-- Provided data follows --
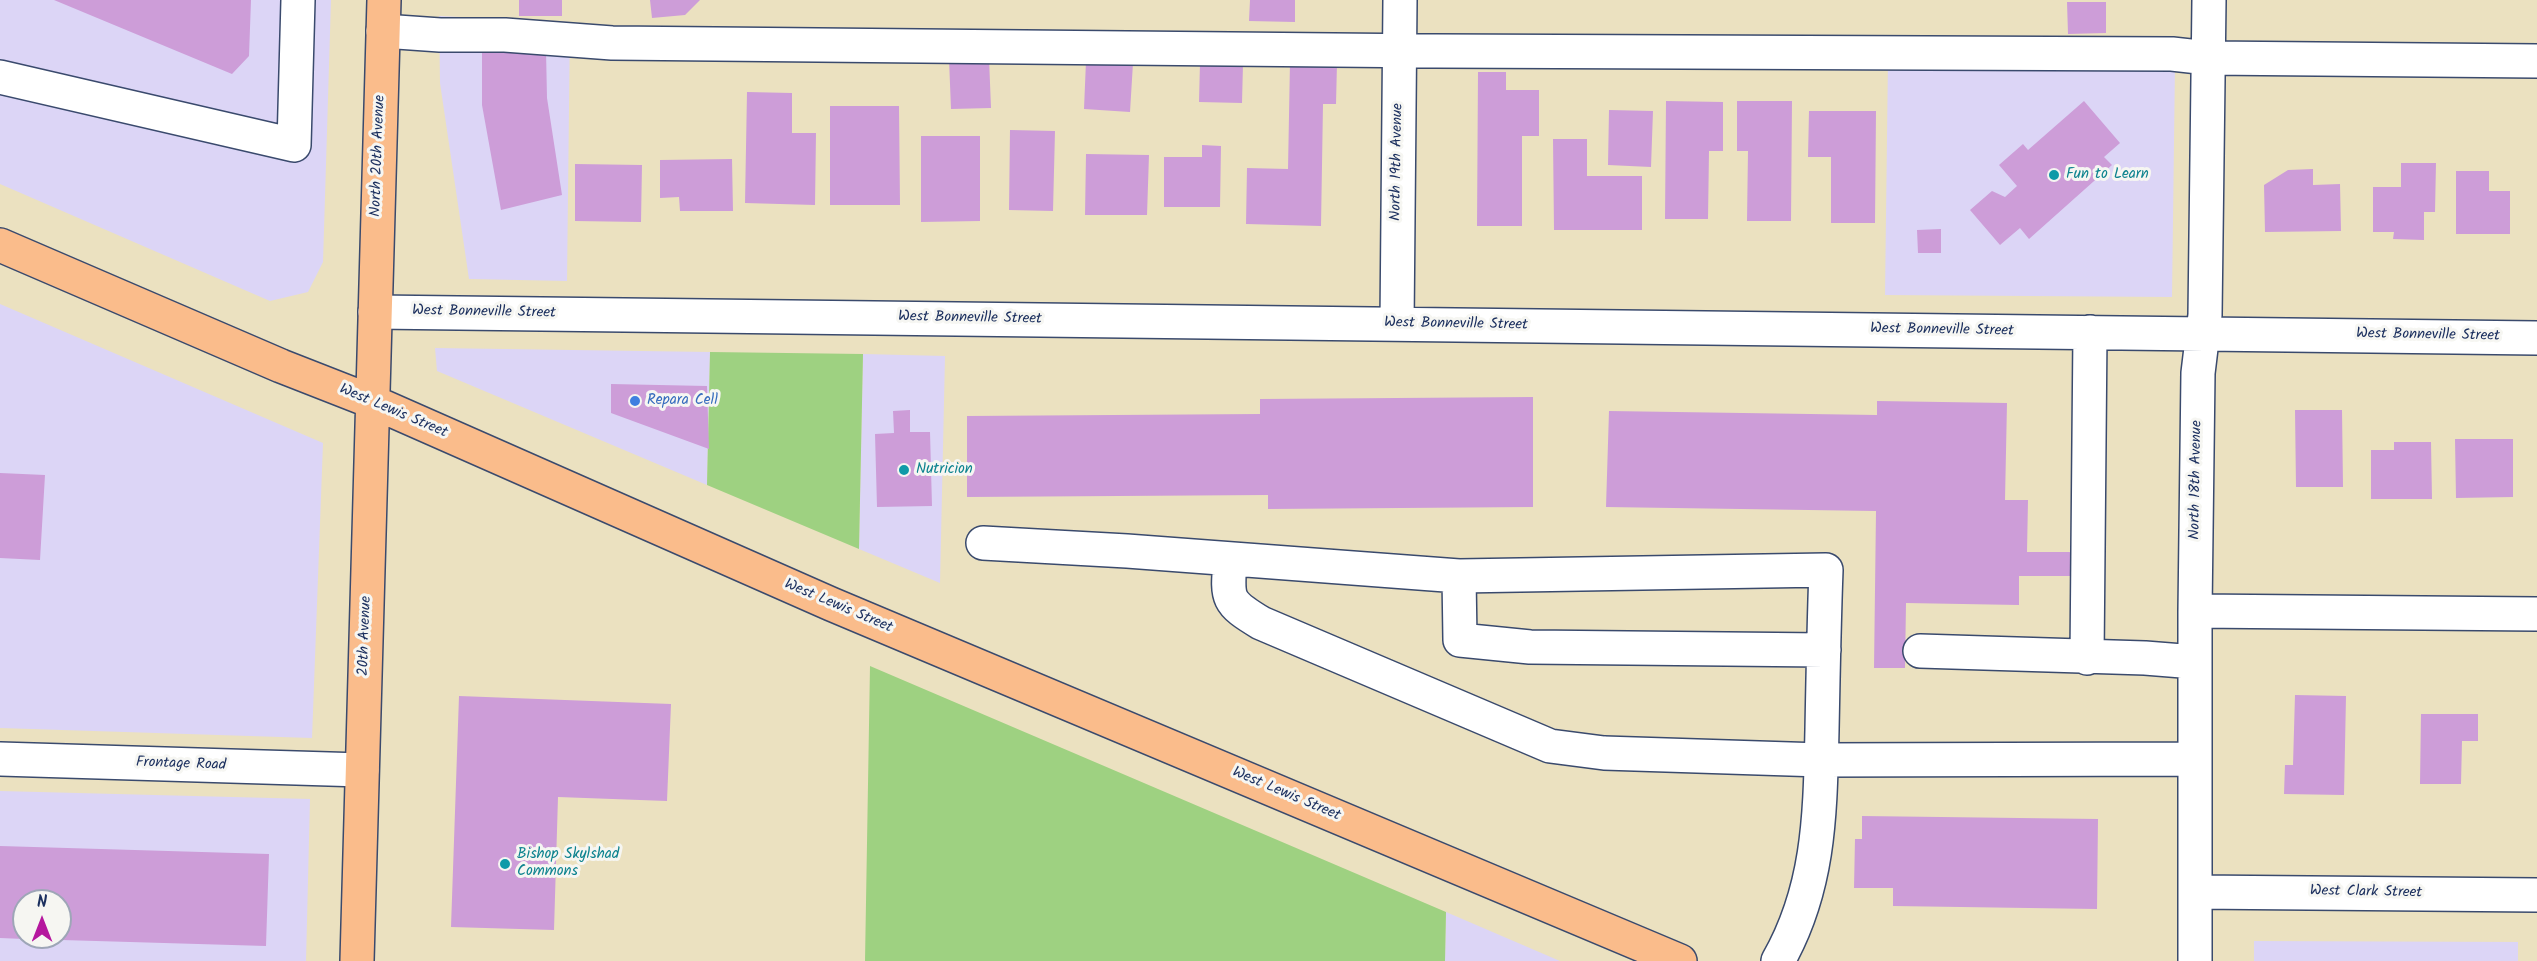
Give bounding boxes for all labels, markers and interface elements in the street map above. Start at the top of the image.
street label: North 20th Avenue [368,95,390,217]
street label: North 19th Avenue [1388,103,1408,221]
place label: Fun to Learn [2066,166,2149,184]
marker: Fun to Learn [2047,168,2061,182]
street label: West Bonneville Street [412,303,556,323]
street label: West Bonneville Street [898,309,1042,329]
street label: West Bonneville Street [1384,315,1528,335]
street label: West Bonneville Street [1870,321,2014,341]
street label: West Bonneville Street [2356,326,2500,346]
street label: West Lewis Street [336,381,450,443]
place label: Repara Cell [647,392,718,410]
marker: Repara Cell [628,394,642,408]
street label: North 18th Avenue [2187,420,2207,540]
place label: Nutricion [916,461,973,479]
marker: Nutricion [897,463,911,477]
street label: West Lewis Street [781,576,895,638]
street label: 20th Avenue [356,596,376,676]
street label: Frontage Road [136,754,226,776]
street label: West Lewis Street [1229,764,1343,826]
place label: Bishop Skylshad Commons [517,846,619,881]
marker: Bishop Skylshad Commons [498,857,512,871]
street label: West Clark Street [2310,883,2422,903]
north arrow [12,889,72,949]
text: N [37,890,47,915]

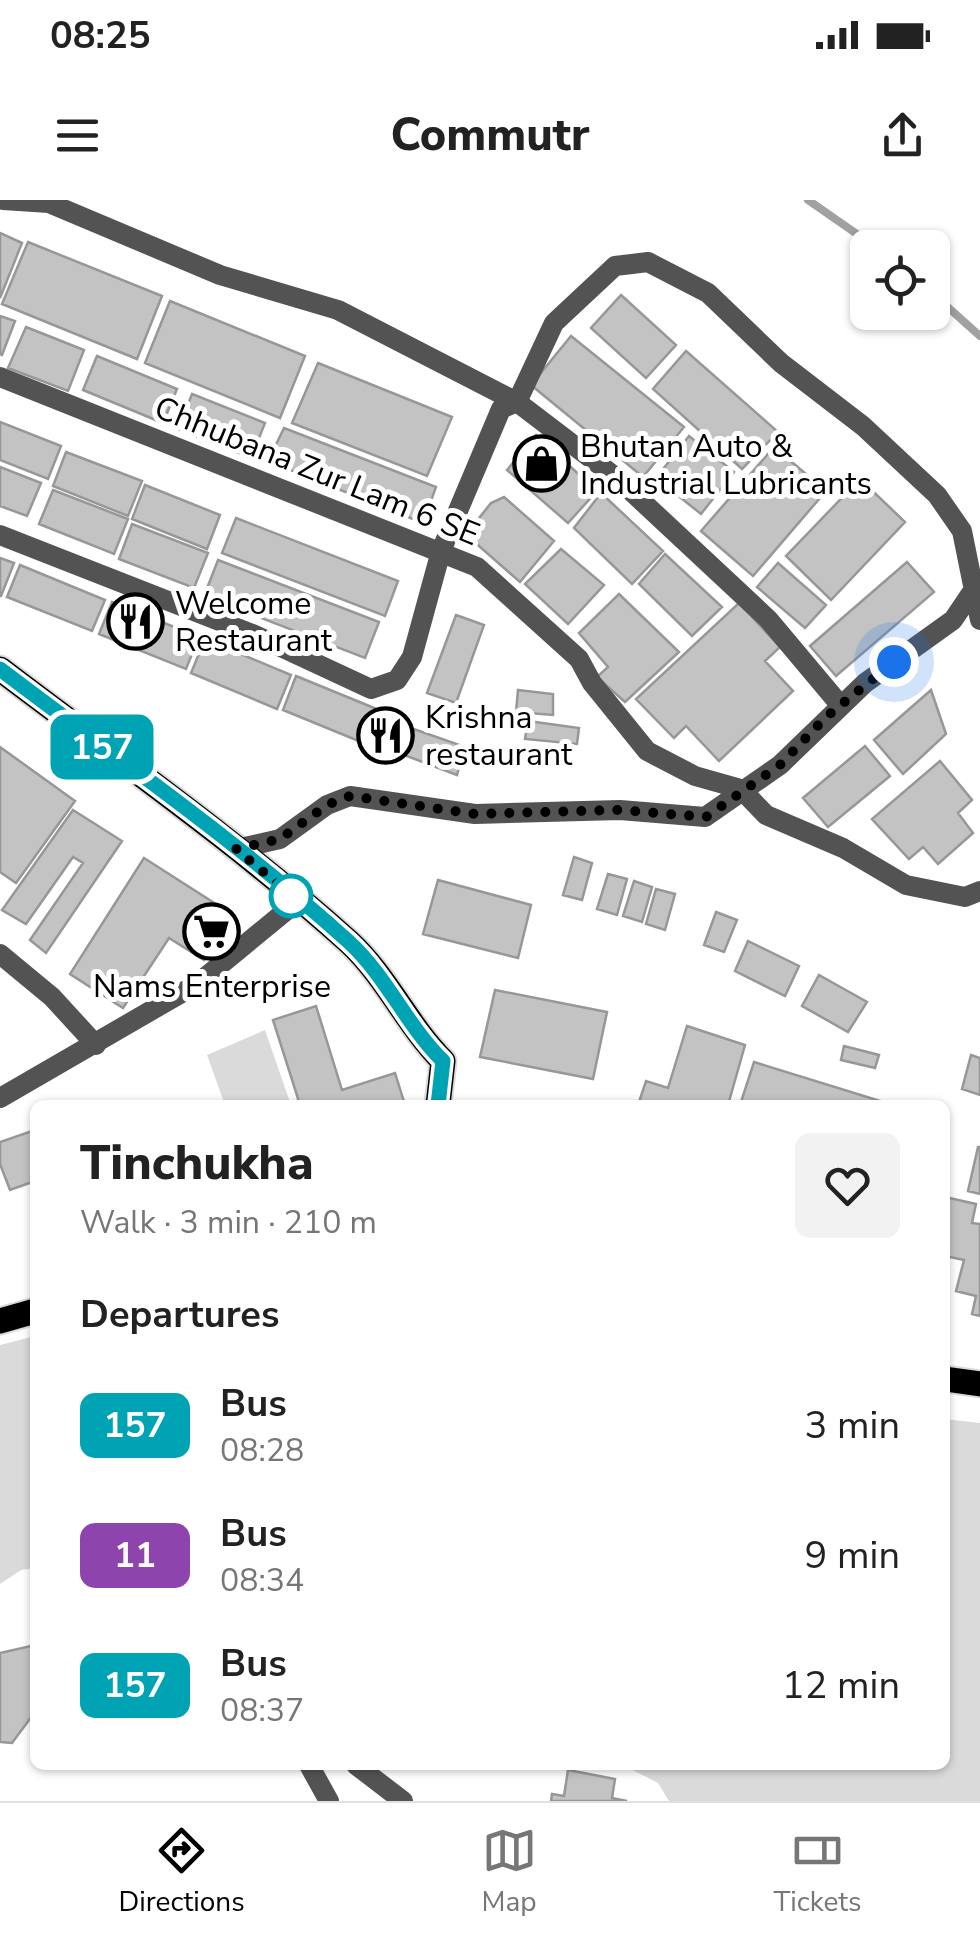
-- Provided data concluded --
The data must be reproduced exactly, and no picture may appear in the copy.

• _Response for this exercise_
Give bounding boxes for all labels, markers and interface elements in the street map above. Start at the top of the image.
street label: North 20th Avenue [368,95,390,217]
street label: North 19th Avenue [1388,103,1408,221]
place label: Fun to Learn [2066,166,2149,184]
marker: Fun to Learn [2047,168,2061,182]
street label: West Bonneville Street [412,303,556,323]
street label: West Bonneville Street [898,309,1042,329]
street label: West Bonneville Street [1384,315,1528,335]
street label: West Bonneville Street [1870,321,2014,341]
street label: West Bonneville Street [2356,326,2500,346]
street label: West Lewis Street [336,381,450,443]
place label: Repara Cell [647,392,718,410]
marker: Repara Cell [628,394,642,408]
street label: North 18th Avenue [2187,420,2207,540]
place label: Nutricion [916,461,973,479]
marker: Nutricion [897,463,911,477]
street label: West Lewis Street [781,576,895,638]
street label: 20th Avenue [356,596,376,676]
street label: Frontage Road [136,754,226,776]
street label: West Lewis Street [1229,764,1343,826]
place label: Bishop Skylshad Commons [517,846,619,881]
marker: Bishop Skylshad Commons [498,857,512,871]
street label: West Clark Street [2310,883,2422,903]
north arrow [12,889,72,949]
text: N [37,890,47,915]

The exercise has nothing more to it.